Copy each line of the entries that contains the word "place".

• Records
____

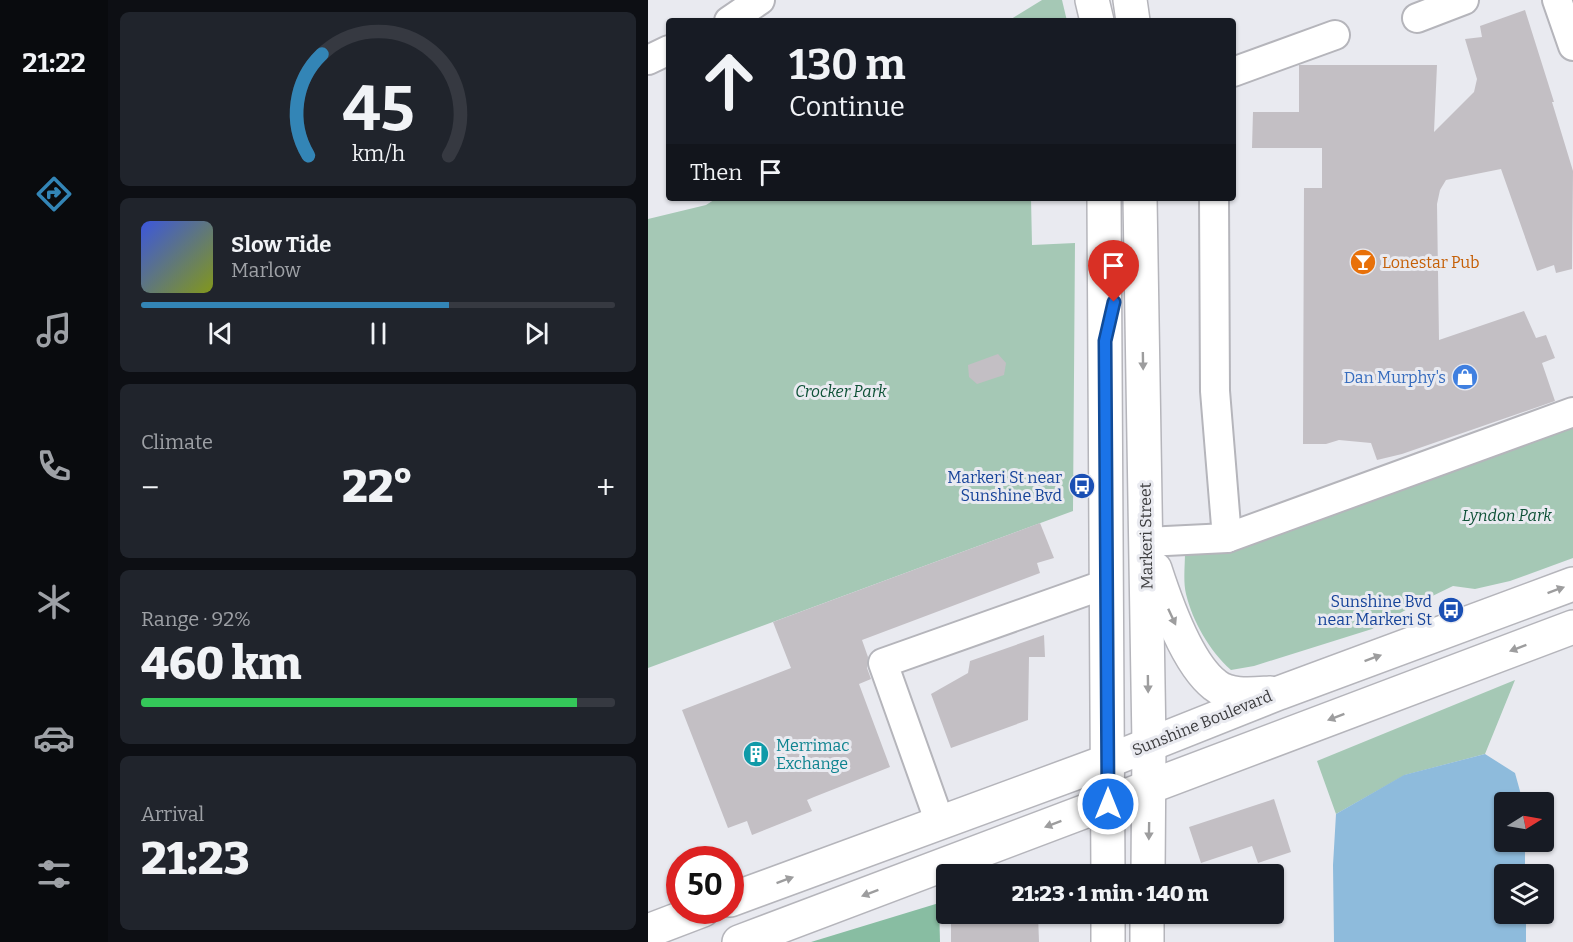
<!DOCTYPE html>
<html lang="en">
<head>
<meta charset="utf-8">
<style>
	body { margin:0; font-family:Bitter,serif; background:#20242c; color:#f1f3f6; height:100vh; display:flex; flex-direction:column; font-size:22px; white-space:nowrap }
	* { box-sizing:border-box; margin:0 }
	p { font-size:20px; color:#9ea1a6 }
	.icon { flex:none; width:33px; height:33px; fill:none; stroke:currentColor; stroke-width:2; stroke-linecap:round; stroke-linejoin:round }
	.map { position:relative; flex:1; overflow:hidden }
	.side { display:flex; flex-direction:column; gap:12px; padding:12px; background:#0d0f14; width:540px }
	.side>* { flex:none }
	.hud { position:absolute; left:18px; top:18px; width:570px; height:183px; border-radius:6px; box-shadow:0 2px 4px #0004; background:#171b24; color:#f1f3f6; overflow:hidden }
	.needle { width:39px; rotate:79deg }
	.tools { position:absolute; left:846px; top:792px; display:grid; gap:12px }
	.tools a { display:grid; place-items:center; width:60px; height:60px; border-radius:6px; background:#171b24; box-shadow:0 2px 4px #0004; font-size:30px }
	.speed { position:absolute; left:18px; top:846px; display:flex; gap:12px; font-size:30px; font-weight:700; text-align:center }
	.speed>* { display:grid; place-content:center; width:78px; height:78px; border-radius:50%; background:#171b24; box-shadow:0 2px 4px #0004; line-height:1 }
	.speed .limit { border:9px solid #d22; background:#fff; color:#111 }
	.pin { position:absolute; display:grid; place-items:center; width:51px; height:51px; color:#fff; margin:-62px -26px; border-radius:50% 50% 50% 0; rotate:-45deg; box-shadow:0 0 6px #0007 }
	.pin .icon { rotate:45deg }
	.me { position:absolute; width:66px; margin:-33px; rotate:0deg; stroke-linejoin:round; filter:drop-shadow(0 0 4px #0008) }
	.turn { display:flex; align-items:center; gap:21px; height:126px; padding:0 24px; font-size:27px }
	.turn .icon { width:78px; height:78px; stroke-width:2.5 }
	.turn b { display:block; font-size:42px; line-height:51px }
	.then { display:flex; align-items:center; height:57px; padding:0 24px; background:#0003; gap:12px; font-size:22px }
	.big { font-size:45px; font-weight:800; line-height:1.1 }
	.side .tile { flex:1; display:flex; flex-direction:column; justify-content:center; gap:9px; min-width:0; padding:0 21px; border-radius:9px; background:#20242c }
	.side .dial { align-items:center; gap:0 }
	.dial svg { height:156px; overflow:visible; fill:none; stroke:#363941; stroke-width:7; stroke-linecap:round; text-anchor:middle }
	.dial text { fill:#f1f3f6; stroke:none }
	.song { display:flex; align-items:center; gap:18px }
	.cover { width:72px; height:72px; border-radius:9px; background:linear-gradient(135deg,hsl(230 70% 55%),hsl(70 70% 35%)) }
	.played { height:6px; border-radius:3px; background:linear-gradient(90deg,#3385b6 65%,#363941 65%) }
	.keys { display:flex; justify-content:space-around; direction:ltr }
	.heat { display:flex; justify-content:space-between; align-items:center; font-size:33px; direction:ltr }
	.charge { height:9px; border-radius:4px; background:linear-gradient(90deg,#34c759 92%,#363941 0) }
	.trip { position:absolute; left:288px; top:864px; width:348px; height:60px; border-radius:6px; background:#171b24; box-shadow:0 2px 4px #0004; font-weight:800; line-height:60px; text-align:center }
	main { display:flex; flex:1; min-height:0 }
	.menu { display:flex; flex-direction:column; width:108px; justify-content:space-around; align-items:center; background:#090b0e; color:#9ea1a6 }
	.menu .icon { width:42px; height:42px }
	.menu .selected { color:#3385b6 }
	.menu b { font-size:27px; color:#f1f3f6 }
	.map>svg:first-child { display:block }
	.green { fill:#a5c8b5 }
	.forest { fill:#88bda2 }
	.water { fill:#8ebbdc }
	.building { fill:#c3bfc4 }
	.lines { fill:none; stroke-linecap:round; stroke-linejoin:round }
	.minor-casing { stroke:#b5b5bb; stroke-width:32 }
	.major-casing { stroke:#b5b5bb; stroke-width:36 }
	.minor { stroke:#fff; stroke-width:28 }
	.major { stroke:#fff; stroke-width:33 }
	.oneway { fill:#9d9d9e }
	.route-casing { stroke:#114b97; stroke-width:15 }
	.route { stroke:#1a73e8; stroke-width:10 }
	.labels { text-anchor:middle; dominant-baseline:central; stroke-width:6; stroke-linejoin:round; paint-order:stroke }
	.food-label { font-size:16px; fill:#c56008; stroke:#e9eaf0; text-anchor:start }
	.shop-label { font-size:16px; fill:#366cbe; stroke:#e9eaf0; text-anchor:end }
	.park-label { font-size:16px; font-style:italic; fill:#0e5137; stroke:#e9eaf0 }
	.transit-label { font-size:16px; fill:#164399; stroke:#e9eaf0; text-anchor:end }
	.street-label { font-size:16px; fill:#3b3b3d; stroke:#e9eaf0 }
	.culture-label { font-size:16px; fill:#0d838f; stroke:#e9eaf0; text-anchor:start }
</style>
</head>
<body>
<main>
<nav class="menu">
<b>21:22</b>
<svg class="icon selected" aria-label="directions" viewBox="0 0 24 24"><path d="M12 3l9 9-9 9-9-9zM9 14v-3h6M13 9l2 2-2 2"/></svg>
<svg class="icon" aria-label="music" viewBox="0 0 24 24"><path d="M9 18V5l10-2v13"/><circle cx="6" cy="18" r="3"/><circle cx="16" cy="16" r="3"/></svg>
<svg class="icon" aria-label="phone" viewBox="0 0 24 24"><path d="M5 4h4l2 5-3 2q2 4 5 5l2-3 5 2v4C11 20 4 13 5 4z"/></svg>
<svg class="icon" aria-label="climate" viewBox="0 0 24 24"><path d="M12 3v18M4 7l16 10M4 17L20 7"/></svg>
<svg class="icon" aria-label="car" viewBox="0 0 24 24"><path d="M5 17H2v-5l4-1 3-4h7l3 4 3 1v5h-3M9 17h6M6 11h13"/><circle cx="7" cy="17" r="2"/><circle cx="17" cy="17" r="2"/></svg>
<svg class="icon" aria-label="filters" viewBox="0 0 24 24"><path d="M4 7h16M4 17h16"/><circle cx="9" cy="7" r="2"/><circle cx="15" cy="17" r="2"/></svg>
</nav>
<section class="side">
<div class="tile dial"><svg viewBox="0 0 100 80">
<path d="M14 69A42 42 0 1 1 86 69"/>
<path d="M14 69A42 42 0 0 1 21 17" stroke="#3385b6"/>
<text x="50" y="56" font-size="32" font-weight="700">45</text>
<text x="50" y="72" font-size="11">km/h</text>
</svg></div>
<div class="tile">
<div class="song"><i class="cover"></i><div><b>Slow Tide</b><p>Marlow</p></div></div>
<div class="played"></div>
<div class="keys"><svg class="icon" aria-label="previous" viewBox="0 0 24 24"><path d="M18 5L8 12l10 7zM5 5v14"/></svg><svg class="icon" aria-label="pause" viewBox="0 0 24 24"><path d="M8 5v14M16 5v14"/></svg><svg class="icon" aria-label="next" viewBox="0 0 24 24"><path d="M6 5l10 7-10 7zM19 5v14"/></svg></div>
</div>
<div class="tile"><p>Climate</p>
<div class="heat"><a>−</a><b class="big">22°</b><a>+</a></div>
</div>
<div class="tile"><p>Range · 92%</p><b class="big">460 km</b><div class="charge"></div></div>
<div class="tile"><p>Arrival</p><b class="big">21:23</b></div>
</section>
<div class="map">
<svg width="925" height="942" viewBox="0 0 925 942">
	<rect width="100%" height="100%" fill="#e9eaf0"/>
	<g class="green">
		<polygon points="394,0 414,0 419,21 360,21"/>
		<polygon points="69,198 383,198 384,245 427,243 425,511 0,668 0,219 58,205"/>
		<path d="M925 423V558L862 581 827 589 805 586 770 603 724 629 606 666 583 670C561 650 545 622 538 594 535 581 537 566 537 552L581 553Z"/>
		<polygon points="867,680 837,754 757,775 688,814 669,761"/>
	</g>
	<polygon class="forest" points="291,903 292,942 163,942"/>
	<polygon class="water" points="837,754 867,773 875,802 856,802 856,842 877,842 877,874 856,874 856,914 878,914 878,942 686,942 685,865 688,814 756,775"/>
	<g class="building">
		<polygon points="877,10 906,102 904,102 925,171 924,269 908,273 906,265 889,271 853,169 798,180 792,190 789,204 791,340 876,311 888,338 898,335 907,358 894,363 907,401 754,454 729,460 723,443 691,440 678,444 655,444 656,188 674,188 674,148 604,148 605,112 651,112 651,65 789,65 786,132 826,92 829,79 817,39 834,37 832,26"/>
		<polygon points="350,354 358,363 356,375 329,384 321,377 320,365"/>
		<polygon points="392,523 406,558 389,563 392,573 214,640 220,657 219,668 223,679 211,684 242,767 166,797 159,800 164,811 104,835 99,821 80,828 34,710 143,668 125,622"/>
		<polygon points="396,635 397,657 381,657 380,720 303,748 283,694 320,673 322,661"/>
		<polygon points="626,799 643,852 610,863 604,846 553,863 541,827"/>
		<polygon points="303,914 390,914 391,942 303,942"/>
	</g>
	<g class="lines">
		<g class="minor-casing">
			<g id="minor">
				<polyline points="909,0 925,46"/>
				<polyline points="769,18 816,0"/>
				<polyline points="81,21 112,0"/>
				<polyline points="0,60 21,50"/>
				<polyline points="585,72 687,35"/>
				<polyline points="566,198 567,391 579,538"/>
				<polyline points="498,542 579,538 925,412"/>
				<polyline points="292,823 235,663 458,584"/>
			</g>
		</g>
		<g class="major-casing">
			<g id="major">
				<polyline points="444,0 449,21"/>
				<polyline points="482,0 485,21"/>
				<polyline points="456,198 460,874"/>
				<polyline points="492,198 501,744 500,874"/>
				<path d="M507 569C518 603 539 663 567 685 581 697 605 694 622 693"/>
				<polyline points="82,900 460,761 631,693 925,584"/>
				<polyline points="460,914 460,942"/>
				<polyline points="0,931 55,910"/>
				<polyline points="91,942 925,627"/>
				<polyline points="499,942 499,914"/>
			</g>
		</g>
		<use href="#minor" class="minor"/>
		<use href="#major" class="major"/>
	</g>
	<defs><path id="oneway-solid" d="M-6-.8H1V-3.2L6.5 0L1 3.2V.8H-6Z" transform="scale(1.5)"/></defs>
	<g class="oneway">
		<use href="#oneway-solid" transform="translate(495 361) rotate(89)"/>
		<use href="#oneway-solid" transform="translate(908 590) rotate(-20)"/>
		<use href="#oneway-solid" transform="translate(524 617) rotate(65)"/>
		<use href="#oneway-solid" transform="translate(870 648) rotate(159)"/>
		<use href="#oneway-solid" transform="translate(725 658) rotate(-20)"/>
		<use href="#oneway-solid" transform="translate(500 684) rotate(89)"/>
		<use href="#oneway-solid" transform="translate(688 717) rotate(159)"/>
		<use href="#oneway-solid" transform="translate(405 824) rotate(159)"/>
		<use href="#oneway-solid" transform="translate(501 831) rotate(91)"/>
		<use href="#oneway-solid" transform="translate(137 880) rotate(-20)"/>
		<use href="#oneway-solid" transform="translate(222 893) rotate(159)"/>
	</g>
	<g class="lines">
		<g class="route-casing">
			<polyline id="route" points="460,804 457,341 466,302"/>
		</g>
		<use href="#route" class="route"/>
	</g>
	<defs>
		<g id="bar-disc" transform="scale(1.35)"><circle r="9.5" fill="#e8710a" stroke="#e9eaf0"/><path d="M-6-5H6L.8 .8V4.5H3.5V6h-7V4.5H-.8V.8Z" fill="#fff"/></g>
		<g id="shop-disc" transform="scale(1.35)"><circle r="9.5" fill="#3f7fe0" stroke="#e9eaf0"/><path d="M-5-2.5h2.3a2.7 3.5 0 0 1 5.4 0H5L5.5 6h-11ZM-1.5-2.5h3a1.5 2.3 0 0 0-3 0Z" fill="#fff"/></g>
		<g id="bus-disc" transform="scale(1.35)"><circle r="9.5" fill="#1a4fb4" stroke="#e9eaf0"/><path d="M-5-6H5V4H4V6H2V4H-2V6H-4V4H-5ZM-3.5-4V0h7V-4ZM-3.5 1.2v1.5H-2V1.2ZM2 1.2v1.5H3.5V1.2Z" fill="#fff"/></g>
		<g id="building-disc" transform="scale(1.35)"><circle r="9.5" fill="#0f9aa8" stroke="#e9eaf0"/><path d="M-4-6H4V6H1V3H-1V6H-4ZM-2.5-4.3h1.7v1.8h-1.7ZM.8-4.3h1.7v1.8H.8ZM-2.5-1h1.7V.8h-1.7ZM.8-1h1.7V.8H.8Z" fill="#fff"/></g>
	</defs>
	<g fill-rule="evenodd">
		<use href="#bar-disc" x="715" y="262"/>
		<use href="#shop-disc" x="817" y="377"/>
		<use href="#bus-disc" x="434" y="486"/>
		<use href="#bus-disc" x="803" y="610"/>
		<use href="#building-disc" x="108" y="754"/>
	</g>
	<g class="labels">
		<g class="food-label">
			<text x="734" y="262">Lonestar Pub</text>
		</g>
		<g class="shop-label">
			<text x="798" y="377">Dan Murphy's</text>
		</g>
		<g class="park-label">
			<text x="193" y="391">Crocker Park</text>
			<text x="859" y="515">Lyndon Park</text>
		</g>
		<g class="transit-label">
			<text x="414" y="477">Markeri St near<tspan x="414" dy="18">Sunshine Bvd</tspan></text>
			<text x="784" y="601">Sunshine Bvd<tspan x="784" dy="18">near Markeri St</tspan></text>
		</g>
		<g class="street-label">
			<text transform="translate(498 536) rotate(-91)">Markeri Street</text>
			<text transform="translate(554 723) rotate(-22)">Sunshine Boulevard</text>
		</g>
		<g class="culture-label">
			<text x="128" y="745">Merrimac<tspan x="128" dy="18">Exchange</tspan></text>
		</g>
	</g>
</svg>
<div class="tools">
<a><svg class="needle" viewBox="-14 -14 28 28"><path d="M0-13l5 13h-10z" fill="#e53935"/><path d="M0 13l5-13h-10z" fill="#9ea1a6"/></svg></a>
<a><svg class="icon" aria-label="layers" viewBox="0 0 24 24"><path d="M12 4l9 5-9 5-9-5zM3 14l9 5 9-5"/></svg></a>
</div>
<div class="speed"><div class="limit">50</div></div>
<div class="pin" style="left:466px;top:302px;background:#d93025"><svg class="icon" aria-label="arrive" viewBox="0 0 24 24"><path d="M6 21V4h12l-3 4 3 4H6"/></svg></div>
<svg class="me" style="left:460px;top:804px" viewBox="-20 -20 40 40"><circle r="17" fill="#1a73e8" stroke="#fff" stroke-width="3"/><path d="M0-11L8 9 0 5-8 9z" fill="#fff"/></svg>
<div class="trip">21:23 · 1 min · 140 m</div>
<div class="hud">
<div class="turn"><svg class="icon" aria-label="ahead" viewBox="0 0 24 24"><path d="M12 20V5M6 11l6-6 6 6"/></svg><div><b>130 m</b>Continue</div></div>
<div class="then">Then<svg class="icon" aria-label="arrive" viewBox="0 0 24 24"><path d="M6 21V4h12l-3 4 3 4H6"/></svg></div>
</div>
</div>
</main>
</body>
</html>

____

• Finished exercise
	.tools a { display:grid; place-items:center; width:60px; height:60px; border-radius:6px; background:#171b24; box-shadow:0 2px 4px #0004; font-size:30px }
	.speed>* { display:grid; place-content:center; width:78px; height:78px; border-radius:50%; background:#171b24; box-shadow:0 2px 4px #0004; line-height:1 }
	.pin { position:absolute; display:grid; place-items:center; width:51px; height:51px; color:#fff; margin:-62px -26px; border-radius:50% 50% 50% 0; rotate:-45deg; box-shadow:0 0 6px #0007 }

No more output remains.